# Slot car Drag racing system under $100



## Expert-Racers (Oct 12, 2005)

For some of you who are not fimiliar with the Expert Racers Die Cast Drag race track a version for you slot car fans is coming. A Fully functional Christmas tree start with a digital finish line and time display for each car. Racing sound effects and remotes also. You can really red light. Expert Racers will be selling all the electronics for you to use with your favorite type of track and any scale. Some kits are being sold on ebay. Check out the slot car section. www.epxertracers.com.


----------



## fsmra (Feb 28, 2005)

Works better if you take out the typo

www.expertracers.com


Sorry - Couldn't resist

Mike


----------



## jack0fall (Sep 8, 2004)

Ok, saw the gravity track setup and all the info for that (looks cool) :thumbsup:. Where is the Slotcar page or any info on the kits?  Thanks.

Jeff


----------



## videojimmy (Jan 12, 2006)

I tried contacting this guy to buy an HO set up.

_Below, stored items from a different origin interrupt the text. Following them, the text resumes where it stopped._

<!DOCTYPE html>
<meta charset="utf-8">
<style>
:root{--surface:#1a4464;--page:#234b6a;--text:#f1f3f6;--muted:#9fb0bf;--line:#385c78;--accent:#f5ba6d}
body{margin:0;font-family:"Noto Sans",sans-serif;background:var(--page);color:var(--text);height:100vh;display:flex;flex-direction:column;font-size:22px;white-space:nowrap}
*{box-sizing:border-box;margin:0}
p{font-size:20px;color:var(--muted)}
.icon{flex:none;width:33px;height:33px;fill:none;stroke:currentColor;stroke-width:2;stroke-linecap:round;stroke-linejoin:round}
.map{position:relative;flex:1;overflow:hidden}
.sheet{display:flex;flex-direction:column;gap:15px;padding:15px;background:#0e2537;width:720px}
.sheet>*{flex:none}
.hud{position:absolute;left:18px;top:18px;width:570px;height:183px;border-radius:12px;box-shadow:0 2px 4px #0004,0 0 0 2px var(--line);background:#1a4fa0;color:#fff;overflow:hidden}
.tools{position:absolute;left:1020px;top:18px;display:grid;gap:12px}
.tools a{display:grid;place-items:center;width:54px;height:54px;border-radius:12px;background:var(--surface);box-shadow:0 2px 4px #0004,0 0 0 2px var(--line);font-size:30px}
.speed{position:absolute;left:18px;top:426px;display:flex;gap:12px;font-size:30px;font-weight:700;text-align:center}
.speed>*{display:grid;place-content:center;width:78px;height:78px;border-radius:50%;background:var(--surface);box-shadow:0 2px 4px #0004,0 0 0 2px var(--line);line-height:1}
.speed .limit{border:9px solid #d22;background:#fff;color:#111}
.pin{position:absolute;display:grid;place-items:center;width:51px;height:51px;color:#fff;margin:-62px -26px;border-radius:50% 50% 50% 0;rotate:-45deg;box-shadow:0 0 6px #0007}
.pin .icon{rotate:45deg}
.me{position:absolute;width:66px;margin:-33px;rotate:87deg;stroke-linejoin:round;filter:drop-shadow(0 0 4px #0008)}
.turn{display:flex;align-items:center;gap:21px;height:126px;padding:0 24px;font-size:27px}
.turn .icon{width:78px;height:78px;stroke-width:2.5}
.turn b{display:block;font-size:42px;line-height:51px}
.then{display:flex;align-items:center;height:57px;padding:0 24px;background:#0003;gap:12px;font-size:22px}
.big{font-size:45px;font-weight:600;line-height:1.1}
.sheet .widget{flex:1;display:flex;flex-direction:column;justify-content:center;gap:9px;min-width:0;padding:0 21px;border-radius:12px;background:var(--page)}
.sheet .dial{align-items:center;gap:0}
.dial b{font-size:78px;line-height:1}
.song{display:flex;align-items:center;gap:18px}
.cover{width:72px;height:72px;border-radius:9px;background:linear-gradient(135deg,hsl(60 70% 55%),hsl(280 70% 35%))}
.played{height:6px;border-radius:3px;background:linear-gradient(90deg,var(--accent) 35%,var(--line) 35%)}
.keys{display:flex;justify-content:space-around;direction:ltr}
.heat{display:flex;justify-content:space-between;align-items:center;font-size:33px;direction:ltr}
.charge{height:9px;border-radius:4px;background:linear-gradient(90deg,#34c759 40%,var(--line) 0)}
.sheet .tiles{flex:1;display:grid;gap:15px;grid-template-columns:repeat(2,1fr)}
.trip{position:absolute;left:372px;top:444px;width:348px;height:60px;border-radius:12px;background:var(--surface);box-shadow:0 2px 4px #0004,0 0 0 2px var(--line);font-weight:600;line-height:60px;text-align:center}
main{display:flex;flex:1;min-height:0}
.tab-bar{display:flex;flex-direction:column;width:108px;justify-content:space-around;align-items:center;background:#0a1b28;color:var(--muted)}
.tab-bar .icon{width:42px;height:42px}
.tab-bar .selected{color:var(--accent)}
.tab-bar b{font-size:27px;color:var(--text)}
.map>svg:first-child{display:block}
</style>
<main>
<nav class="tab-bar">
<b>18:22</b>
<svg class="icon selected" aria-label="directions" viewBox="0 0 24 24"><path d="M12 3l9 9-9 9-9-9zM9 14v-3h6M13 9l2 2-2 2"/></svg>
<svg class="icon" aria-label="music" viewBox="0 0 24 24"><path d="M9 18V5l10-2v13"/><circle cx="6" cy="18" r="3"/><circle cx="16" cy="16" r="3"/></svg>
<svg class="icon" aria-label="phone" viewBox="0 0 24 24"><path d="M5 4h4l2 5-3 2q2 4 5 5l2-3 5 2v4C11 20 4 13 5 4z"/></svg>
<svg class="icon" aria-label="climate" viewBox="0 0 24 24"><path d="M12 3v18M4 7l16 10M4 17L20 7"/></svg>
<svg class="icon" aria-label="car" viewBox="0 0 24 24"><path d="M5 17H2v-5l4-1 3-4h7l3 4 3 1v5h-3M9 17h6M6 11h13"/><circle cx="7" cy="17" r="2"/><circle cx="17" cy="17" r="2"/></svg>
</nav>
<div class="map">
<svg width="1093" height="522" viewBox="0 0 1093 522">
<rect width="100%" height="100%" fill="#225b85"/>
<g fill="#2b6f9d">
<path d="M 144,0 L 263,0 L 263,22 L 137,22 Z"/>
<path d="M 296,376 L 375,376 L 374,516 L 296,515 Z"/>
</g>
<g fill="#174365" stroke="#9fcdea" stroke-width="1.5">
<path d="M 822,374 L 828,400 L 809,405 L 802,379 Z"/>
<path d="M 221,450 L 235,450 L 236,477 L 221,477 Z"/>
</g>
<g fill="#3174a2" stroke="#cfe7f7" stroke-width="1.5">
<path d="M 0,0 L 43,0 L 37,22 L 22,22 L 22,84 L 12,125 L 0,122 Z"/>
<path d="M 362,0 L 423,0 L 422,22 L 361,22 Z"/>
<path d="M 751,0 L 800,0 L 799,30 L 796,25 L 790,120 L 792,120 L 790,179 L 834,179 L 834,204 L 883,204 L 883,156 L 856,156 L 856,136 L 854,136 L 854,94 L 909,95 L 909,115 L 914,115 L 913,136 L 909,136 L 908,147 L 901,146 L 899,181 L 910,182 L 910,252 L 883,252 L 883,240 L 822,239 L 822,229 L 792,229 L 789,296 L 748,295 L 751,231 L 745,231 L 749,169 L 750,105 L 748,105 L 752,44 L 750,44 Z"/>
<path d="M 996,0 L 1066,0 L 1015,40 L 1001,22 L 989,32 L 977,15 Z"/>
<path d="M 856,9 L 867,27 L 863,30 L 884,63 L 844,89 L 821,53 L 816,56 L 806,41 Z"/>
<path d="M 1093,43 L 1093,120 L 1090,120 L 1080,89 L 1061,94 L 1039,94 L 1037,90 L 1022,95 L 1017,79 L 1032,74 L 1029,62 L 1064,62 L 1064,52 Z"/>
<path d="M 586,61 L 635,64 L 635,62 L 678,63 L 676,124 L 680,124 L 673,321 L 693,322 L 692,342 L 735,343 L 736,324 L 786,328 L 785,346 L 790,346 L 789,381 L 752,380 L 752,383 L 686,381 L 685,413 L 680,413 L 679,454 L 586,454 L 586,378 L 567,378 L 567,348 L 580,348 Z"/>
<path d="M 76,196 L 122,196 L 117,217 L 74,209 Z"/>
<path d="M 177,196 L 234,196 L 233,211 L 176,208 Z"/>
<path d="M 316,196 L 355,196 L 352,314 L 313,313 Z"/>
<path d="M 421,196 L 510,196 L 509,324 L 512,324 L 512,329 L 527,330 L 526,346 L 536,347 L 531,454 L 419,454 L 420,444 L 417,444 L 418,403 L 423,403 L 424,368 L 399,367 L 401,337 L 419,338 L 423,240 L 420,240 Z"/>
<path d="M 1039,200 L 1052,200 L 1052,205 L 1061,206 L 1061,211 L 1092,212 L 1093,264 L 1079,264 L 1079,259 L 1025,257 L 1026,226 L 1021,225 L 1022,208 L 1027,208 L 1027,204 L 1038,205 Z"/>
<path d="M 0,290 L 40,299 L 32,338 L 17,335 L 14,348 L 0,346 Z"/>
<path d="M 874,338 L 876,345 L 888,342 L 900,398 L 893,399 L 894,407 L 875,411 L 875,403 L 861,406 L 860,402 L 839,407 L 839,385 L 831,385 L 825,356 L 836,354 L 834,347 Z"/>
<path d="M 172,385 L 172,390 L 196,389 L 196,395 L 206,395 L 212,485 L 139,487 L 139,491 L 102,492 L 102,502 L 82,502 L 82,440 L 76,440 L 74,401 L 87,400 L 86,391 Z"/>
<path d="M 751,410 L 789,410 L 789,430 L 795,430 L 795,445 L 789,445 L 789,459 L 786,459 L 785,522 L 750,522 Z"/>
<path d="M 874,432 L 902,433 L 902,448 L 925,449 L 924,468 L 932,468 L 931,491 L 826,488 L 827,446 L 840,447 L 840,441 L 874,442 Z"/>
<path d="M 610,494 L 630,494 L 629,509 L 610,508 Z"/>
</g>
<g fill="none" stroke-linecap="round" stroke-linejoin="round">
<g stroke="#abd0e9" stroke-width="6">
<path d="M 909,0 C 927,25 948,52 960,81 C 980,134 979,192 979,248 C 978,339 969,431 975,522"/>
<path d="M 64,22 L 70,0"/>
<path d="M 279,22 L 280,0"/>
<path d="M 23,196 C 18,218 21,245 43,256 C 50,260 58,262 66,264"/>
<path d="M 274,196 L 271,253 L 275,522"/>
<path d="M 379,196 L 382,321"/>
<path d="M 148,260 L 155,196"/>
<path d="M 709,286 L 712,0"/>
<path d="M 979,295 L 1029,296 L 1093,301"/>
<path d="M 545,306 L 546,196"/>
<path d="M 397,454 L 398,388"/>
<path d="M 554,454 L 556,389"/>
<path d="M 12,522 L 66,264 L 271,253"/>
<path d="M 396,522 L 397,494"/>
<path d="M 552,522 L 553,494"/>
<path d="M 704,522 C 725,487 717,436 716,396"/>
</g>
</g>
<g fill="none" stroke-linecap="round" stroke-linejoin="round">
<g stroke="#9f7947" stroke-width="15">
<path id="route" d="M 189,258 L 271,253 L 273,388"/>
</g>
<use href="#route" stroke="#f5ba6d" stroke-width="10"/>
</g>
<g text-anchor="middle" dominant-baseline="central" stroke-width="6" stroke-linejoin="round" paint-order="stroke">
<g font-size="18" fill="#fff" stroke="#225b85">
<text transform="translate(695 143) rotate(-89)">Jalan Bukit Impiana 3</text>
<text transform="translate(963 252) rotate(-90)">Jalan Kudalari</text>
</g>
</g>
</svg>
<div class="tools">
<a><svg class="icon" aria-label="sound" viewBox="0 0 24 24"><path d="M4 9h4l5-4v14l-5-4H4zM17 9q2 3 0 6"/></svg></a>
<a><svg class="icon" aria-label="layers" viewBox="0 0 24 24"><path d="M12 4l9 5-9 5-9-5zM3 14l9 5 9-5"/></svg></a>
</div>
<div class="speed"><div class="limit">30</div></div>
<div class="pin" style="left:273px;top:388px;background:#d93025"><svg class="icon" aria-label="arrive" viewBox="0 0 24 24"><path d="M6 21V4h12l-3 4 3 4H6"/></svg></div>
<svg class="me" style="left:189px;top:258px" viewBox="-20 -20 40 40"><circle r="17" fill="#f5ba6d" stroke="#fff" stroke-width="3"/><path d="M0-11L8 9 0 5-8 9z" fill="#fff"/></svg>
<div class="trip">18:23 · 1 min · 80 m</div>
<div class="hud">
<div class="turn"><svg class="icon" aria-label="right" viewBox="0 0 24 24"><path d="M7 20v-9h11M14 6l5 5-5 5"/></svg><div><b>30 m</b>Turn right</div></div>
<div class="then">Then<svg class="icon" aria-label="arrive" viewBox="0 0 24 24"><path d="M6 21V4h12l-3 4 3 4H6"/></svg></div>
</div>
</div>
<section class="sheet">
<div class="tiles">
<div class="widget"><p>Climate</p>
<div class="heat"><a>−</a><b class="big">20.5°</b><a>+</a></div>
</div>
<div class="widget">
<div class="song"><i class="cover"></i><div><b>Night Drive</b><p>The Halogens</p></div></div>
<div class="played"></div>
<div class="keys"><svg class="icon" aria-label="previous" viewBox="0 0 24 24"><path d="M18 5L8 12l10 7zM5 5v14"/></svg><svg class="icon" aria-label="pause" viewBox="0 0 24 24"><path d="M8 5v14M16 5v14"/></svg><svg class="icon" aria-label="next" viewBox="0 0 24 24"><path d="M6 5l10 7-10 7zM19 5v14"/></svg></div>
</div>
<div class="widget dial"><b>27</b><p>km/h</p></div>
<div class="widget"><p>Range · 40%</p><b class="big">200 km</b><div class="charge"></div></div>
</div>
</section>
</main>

He said eh can do it, gave me price and then wouldn;t return any of more of my emails. 

So, I waited a few weeks and tried again, only to have the same thing happen again...he gave me a price, I said OK, then he wouldn't return any of emails.. yet again.

I think this guy might be bi-polar or something. For a guy who has a product to sell, he seems very uninterested in commting to an order

.Very frustrating indeed!


----------